Ovarian leiomyoma is a rare benign tumor that accounts for 0.5 to 1% of all benign ovarian tumors. It probably arises from smooth muscle cells in the ovarian hilar blood vessels but there are other possible origins including cells in the ovarian ligament, smooth muscle cells or multipotential cells in the ovarian stroma, undifferentiated germ cells, or cortical smooth muscle metaplasia. Additionally, smooth muscle metaplasia of endometriotic stroma, smooth muscle present in mature cystic teratomas, and smooth muscle in the walls of mucinous cystic tumor may explain their occurrence in the ovary in some cases.

Case presentation

A 31-year-old woman was admitted to our surgical emergency service with a one-day history of appendicitis-like symptoms. Upon laparotomy, there was a solid, oval left-sided ovarian tumor located behind the uterus. The tumor was sent to the pathology department. A diagnosis of primary ovarian leiomyoma associated with an endometriotic cyst was established.

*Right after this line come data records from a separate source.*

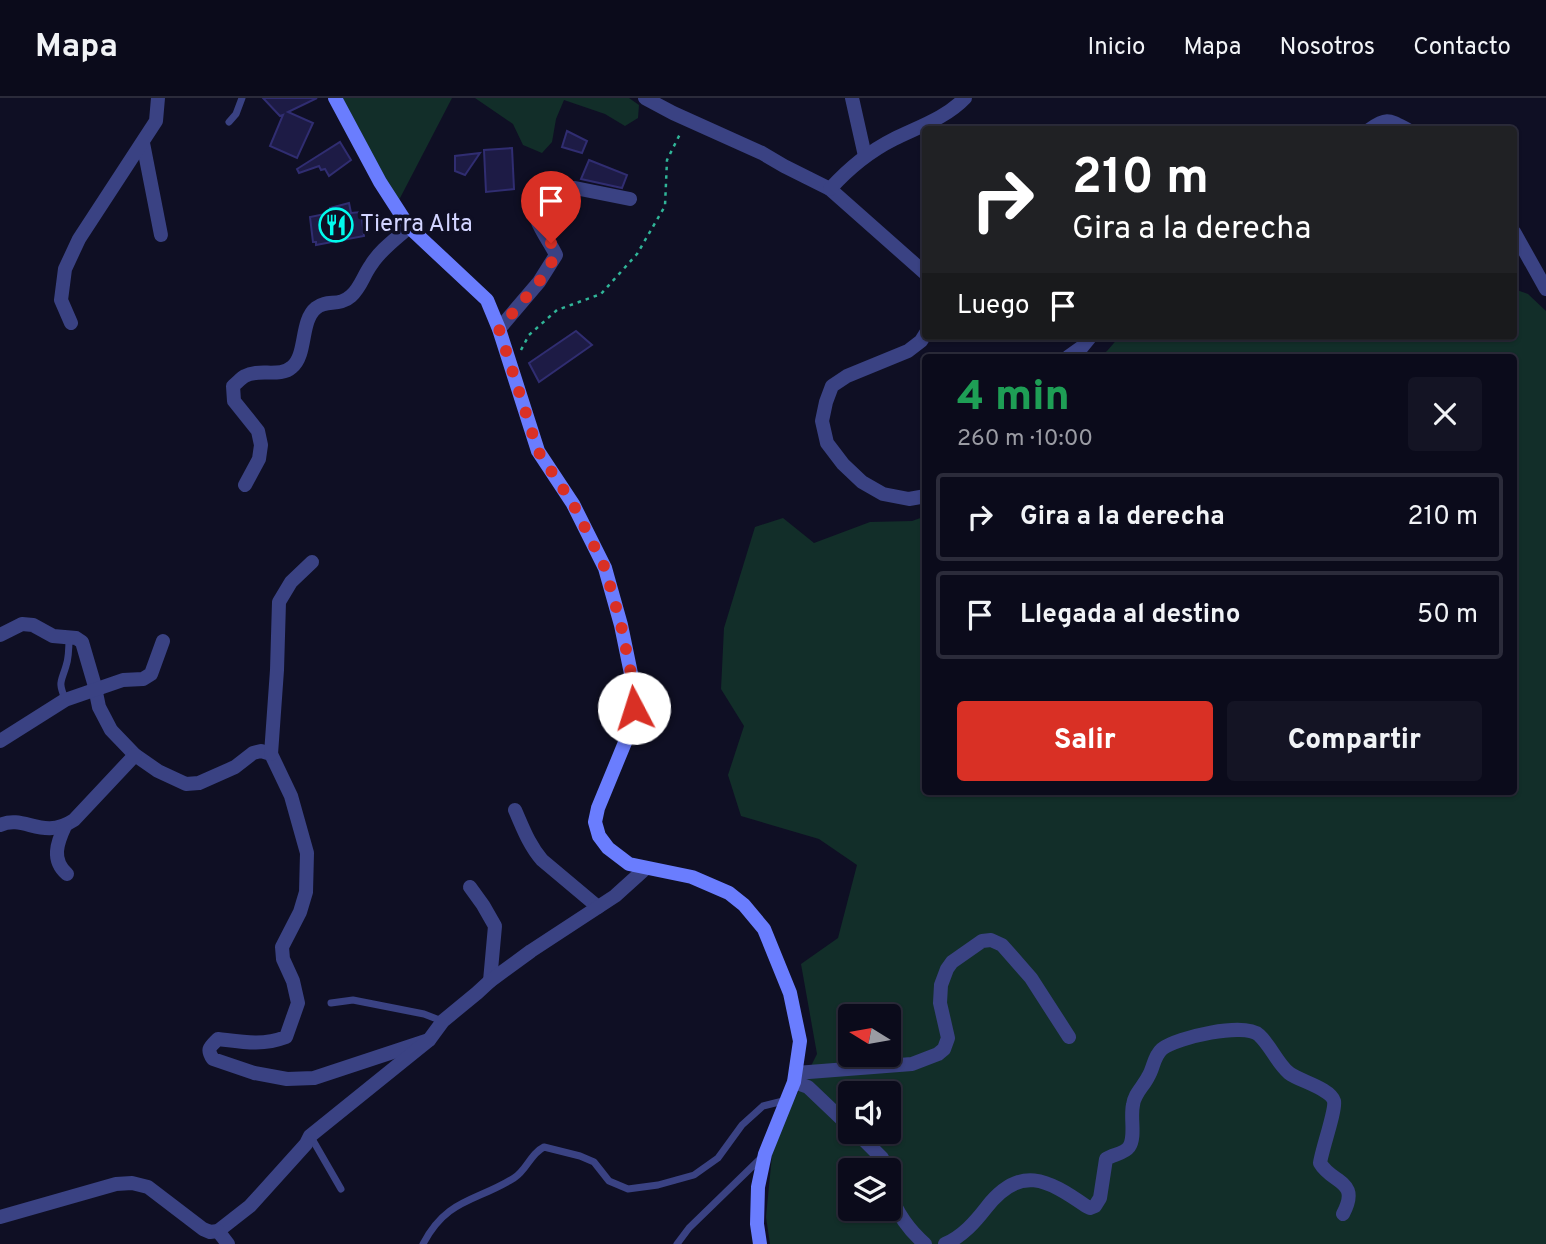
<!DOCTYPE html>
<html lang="es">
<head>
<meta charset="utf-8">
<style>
	body { margin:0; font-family:Overpass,sans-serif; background:#141424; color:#f1f3f6; height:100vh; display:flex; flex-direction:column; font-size:26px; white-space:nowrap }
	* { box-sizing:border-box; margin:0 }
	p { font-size:23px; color:#9a9ba3 }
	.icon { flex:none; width:38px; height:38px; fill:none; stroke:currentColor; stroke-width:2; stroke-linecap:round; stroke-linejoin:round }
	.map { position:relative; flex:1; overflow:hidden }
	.drawer { position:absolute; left:922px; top:256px; width:595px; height:441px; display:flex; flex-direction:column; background:#0b0b1b; border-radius:7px; box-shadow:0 2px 5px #0004,0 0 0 2px #2b2b3a }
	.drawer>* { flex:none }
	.banner { position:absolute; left:922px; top:28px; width:595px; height:214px; border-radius:7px; box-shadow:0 2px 5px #0004,0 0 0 2px #2b2b3a; background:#202124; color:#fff; overflow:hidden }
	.needle { width:46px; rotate:281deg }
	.fabs { position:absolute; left:838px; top:906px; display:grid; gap:14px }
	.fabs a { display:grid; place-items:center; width:63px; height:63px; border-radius:7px; background:#0b0b1b; box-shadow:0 2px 5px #0004,0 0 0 2px #2b2b3a; font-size:35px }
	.pin { position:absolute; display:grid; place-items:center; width:60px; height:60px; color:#fff; margin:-72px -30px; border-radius:50% 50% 50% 0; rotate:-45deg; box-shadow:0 0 7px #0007 }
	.pin .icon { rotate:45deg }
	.me { position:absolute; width:77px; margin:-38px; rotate:355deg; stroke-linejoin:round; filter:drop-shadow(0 0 5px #0008) }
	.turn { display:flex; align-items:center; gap:24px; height:147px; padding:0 35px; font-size:32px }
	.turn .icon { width:91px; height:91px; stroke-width:2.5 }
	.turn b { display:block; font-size:49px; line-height:60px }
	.then { display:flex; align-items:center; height:66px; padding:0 35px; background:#0003; gap:14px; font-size:26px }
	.round { display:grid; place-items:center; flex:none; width:74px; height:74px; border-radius:7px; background:#141424 }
	.summary { display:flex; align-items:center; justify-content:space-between; height:119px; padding:0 35px }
	h1 { font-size:42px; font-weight:800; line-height:52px; color:#1e9e55 }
	.cta { display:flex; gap:14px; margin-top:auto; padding:14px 35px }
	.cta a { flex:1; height:80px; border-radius:7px; background:#d93025; color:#fff; font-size:28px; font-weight:800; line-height:80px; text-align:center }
	.cta a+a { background:#141424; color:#f1f3f6 }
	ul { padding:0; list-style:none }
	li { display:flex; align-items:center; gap:21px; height:88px; margin:0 14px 10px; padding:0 21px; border:4px solid #2b2b3a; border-radius:7px }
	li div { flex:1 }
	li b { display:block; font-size:26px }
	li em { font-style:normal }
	header { display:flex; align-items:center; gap:42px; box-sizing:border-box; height:98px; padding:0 35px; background:#0b0b1b; border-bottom:2px solid #2b2b3a }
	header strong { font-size:33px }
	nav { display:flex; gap:38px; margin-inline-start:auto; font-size:24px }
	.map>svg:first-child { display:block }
	.green { fill:#122e29; fill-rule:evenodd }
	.building { fill:#1d1b45; stroke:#302d71; stroke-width:2 }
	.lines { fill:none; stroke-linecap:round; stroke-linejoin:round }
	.path { stroke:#30b598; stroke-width:2.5; stroke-dasharray:3.5 5; stroke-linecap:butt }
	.lane { stroke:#3a4283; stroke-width:7 }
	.street { stroke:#3a4283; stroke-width:14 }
	.secondary { stroke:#6a7dfe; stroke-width:14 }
	.route { stroke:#d93025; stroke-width:12; stroke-dasharray:0 21.6 }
	.labels { text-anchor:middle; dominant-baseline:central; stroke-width:7; stroke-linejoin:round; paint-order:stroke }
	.poi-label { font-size:24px; fill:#d2d4ff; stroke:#0f0f24; text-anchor:start }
</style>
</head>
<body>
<header>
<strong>Mapa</strong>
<nav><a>Inicio</a><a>Mapa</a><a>Nosotros</a><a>Contacto</a></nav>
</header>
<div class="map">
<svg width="1546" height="1146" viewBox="0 0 1546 1146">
	<rect width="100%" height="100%" fill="#0f0f24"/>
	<g class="green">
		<polygon points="342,0 452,0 399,102 384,81 360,32"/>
		<polygon points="475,0 629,0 639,7 638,20 625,28 605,16 564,2 556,21 552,44 542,55 523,47 513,26"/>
		<path d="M1514,191L1528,196L1546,213V1146H770L766,1119L772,1057L785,1020L817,956L801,866L838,840L857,767L819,741L741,718L728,677L744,628L721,591L724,530L755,429L783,420L814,445L870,424L912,423L926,418V693H1514V259H1098L1107,253L1120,238H1514ZM850,919H889V957H850ZM850,996H889V1034H850ZM850,1073H889V1111H850Z"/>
	</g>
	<g class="building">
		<polygon points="263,0 317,0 288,14 313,25 297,60 270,48 283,17 280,18"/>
		<polygon points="567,33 587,43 582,55 562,49"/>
		<polygon points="340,44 351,62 329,78 325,71 321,72 319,68 299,75 297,71"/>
		<polygon points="512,50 514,91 486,94 484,52"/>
		<polygon points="480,55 465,77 455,73 455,58"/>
		<polygon points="589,62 627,77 622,90 581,81"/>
		<polygon points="349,105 351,115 361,114 364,138 316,147 316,144 313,144 310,119 330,115 330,110"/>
		<polygon points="576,233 592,247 539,284 529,265"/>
	</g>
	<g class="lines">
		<polyline class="path" points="521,252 529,237 557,212 601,196 637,156 665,108 667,62 681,34"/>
		<g class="lane">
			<polyline points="229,24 236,16 242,0"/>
			<path d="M65,601C58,583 61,585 66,568C69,560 69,549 69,539"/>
			<polyline points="331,905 353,902 424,916 442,923"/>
			<polyline points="311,1039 341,1091"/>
			<path d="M423,1146C447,1100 476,1104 514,1080C527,1072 530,1056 544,1049L580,1058L594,1064L609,1083L628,1091L658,1087L694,1077L718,1060L742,1027L763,1008L787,1002"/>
			<polyline points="677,1146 689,1130 762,1059"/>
		</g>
		<g class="street">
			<polyline points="645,0 673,15 762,55 784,68 830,91 926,176"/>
			<polyline points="852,0 865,58"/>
			<path d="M1369,32C1387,19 1389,22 1408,32"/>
			<polyline points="143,45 161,137"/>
			<path d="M830,91C849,70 870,53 894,41C918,29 946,20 965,0"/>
			<polyline points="1514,134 1546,191"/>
			<polyline points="71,225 61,202 65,171 79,141 156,23 158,0"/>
			<path d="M499,231L539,184L556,157C550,143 529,119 536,104C539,99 544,95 548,91L575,90L630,101"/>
			<polyline points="926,235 921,243 908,253 847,278 832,288 826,304 822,323 827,345 843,366 862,384 883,396 909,401 926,398"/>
			<polyline points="1068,259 1082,249 1091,238"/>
			<path d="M245,387L259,361L261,347L258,333L234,303L233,288C237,285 241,280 245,278C259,270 280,280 292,269C307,257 300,223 316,210C327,201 339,209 351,198C361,189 363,178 371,167C380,152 396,141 409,129"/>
			<path d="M0,537L22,526L33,527L53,538L76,540L82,544L94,585L99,609L111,632L135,657L158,673L186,686L199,685L235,669L253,655L261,653L271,656L291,698L307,755L306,794L300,814L282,849L283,861L293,883L298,905L286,939C262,948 243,944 218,941C210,949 206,951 213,961L254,975L287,981L314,980L429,942"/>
			<polyline points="0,643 65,602 123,582 143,581 151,576 163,543"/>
			<polyline points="271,656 277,572 279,504 291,484 312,464"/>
			<path d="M515,712C523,730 529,747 542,762L598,809"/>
			<path d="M0,727C25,716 42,743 74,722L135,657"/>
			<path d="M65,728C57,745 51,762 67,776"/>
			<polyline points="470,789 483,807 495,828 490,883"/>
			<polyline points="796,975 912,966 938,956 944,951 948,940 940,905 941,887 947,871 952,864 982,843 991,842 1002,847 1031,880 1069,939"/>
			<polyline points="794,984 808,989 850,1029"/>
			<polyline points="856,1034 882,1060 889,1073"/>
			<path d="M889,1073C890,1080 890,1088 891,1095C895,1114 911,1134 925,1146"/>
			<polyline points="0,1119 116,1086 132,1085 148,1089 203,1131 210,1134 218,1133 250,1108 306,1046 310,1038 429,942 443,923 477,895 490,883 531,853 615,798 646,770"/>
			<polyline points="218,1133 228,1146"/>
			<path d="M945,1146C963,1138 975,1124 986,1110C1020,1066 1047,1081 1086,1108L1090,1110L1095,1108L1100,1100L1106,1061C1113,1056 1124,1056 1129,1049C1136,1039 1130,1019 1133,1007C1134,996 1143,989 1148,979C1154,970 1153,959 1162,951C1178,939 1244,924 1259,937C1271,948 1277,965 1289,975C1299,983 1330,990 1334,1003C1336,1012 1322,1051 1320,1065C1332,1086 1361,1082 1343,1116"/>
		</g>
		<polyline class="secondary" points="335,0 380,84 409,129 487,202 499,231 538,353 573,406 605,470 621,527 635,595 633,625 598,710 595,724 599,738 608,750 629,766 692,779 729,795 744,807 764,831 790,895 800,943 794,984 765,1056 758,1089 757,1126 760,1146"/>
	</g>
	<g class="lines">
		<polyline class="route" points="551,145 556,157 539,184 499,231 538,353 573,406 605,470 621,527 635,595 634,610"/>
	</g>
	<defs>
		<symbol id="restaurant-ring" viewBox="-11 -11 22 22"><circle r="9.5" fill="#0f0f24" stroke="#02fbed" stroke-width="1.5"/><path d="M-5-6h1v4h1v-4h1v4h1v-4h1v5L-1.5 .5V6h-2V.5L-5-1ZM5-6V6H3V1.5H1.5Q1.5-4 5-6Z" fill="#02fbed"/></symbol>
	</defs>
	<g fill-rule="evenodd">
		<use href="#restaurant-ring" x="317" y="108" width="38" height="38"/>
	</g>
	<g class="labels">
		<g class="poi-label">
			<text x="360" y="127">Tierra Alta</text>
		</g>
	</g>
</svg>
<div class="fabs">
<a><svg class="needle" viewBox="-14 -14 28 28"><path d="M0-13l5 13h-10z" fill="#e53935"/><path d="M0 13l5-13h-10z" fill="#9a9ba3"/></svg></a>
<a><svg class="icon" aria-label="sound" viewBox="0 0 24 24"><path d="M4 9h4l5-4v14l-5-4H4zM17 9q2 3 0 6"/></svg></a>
<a><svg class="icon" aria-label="layers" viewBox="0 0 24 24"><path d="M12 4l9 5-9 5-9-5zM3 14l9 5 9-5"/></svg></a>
</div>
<div class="pin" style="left:551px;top:145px;background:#d93025"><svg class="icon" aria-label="arrive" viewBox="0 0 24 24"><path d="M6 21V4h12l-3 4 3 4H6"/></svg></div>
<svg class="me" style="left:634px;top:610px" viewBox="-20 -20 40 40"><circle r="19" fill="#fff"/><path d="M0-13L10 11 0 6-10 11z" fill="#d93025"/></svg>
<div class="banner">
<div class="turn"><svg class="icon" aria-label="right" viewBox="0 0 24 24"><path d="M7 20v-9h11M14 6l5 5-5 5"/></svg><div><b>210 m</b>Gira a la derecha</div></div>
<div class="then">Luego<svg class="icon" aria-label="arrive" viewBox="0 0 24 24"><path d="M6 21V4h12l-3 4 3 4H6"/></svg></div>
</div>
<section class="drawer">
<div class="summary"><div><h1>4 min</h1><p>260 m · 10:00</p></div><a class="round"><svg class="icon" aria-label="close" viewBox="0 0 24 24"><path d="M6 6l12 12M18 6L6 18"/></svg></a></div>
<ul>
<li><svg class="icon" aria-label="right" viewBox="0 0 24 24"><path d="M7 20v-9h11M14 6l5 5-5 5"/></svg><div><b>Gira a la derecha</b></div><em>210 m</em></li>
<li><svg class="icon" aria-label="arrive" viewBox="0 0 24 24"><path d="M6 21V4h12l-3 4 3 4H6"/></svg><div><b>Llegada al destino</b></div><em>50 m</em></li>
</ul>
<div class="cta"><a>Salir</a><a>Compartir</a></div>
</section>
</div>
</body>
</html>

The origin of ovarian leiomyoma is still unresolved. In our case, the tumor probably arose from smooth muscle cells derived from myofibroblasts that originate from metaplastic ovarian stromal cells present in the rim of the endometriotic cyst. Despite its rarity, ovarian leiomyoma should be considered in the differential diagnosis of ovarian spindle cell tumors. Appropriate diagnosis may require additional immunohistochemical analysis in some cases.